#### EXERCISE MATERIALS
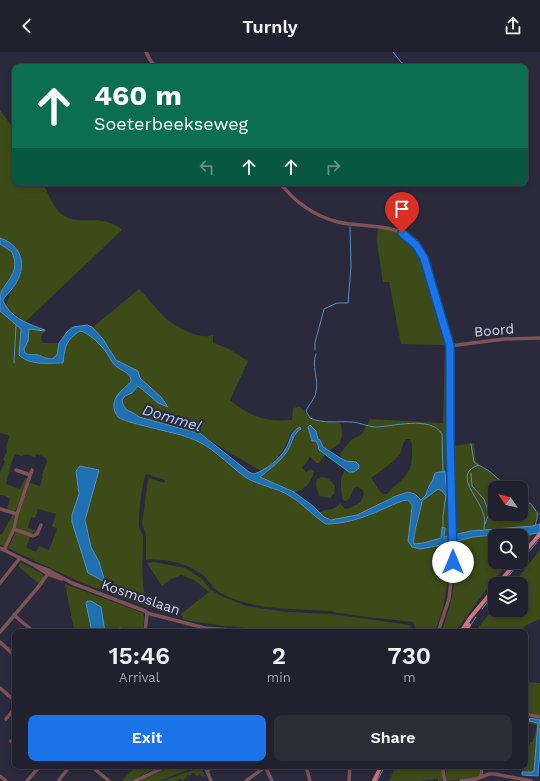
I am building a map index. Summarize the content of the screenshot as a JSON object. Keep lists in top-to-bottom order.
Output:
{
  "streets": {
    "street": ["Boord", "Kosmoslaan"]
  },
  "water": ["Dommel"],
  "north": "top left",
  "page": {
    "header": "Turnly",
    "turn": ["460 m", "Soeterbeekseweg"],
    "eta": [
      "15:46",
      "Arrival",
      "2",
      "min",
      "730",
      "m"
    ],
    "buttons": ["Exit", "Share"]
  }
}
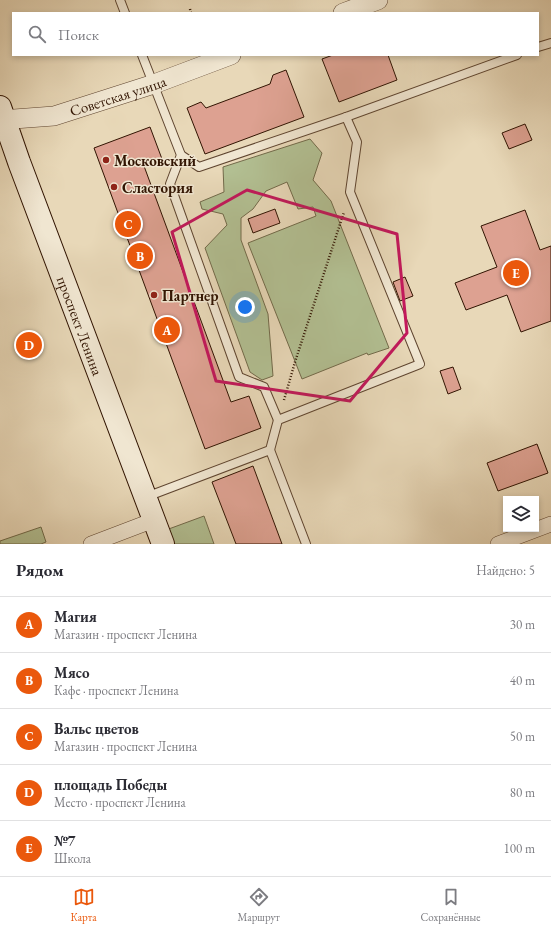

#### PROBLEM TO SOLVE
The material should be returned verbatim, with all images omitted.

#### TASK OUTPUT
I am building a map index. Summarize the content of the screenshot as a JSON object. Keep lists in top-to-bottom order.
Output:
{
  "streets": {
    "street": ["Boord", "Kosmoslaan"]
  },
  "water": ["Dommel"],
  "north": "top left",
  "page": {
    "header": "Turnly",
    "turn": ["460 m", "Soeterbeekseweg"],
    "eta": [
      "15:46",
      "Arrival",
      "2",
      "min",
      "730",
      "m"
    ],
    "buttons": ["Exit", "Share"]
  }
}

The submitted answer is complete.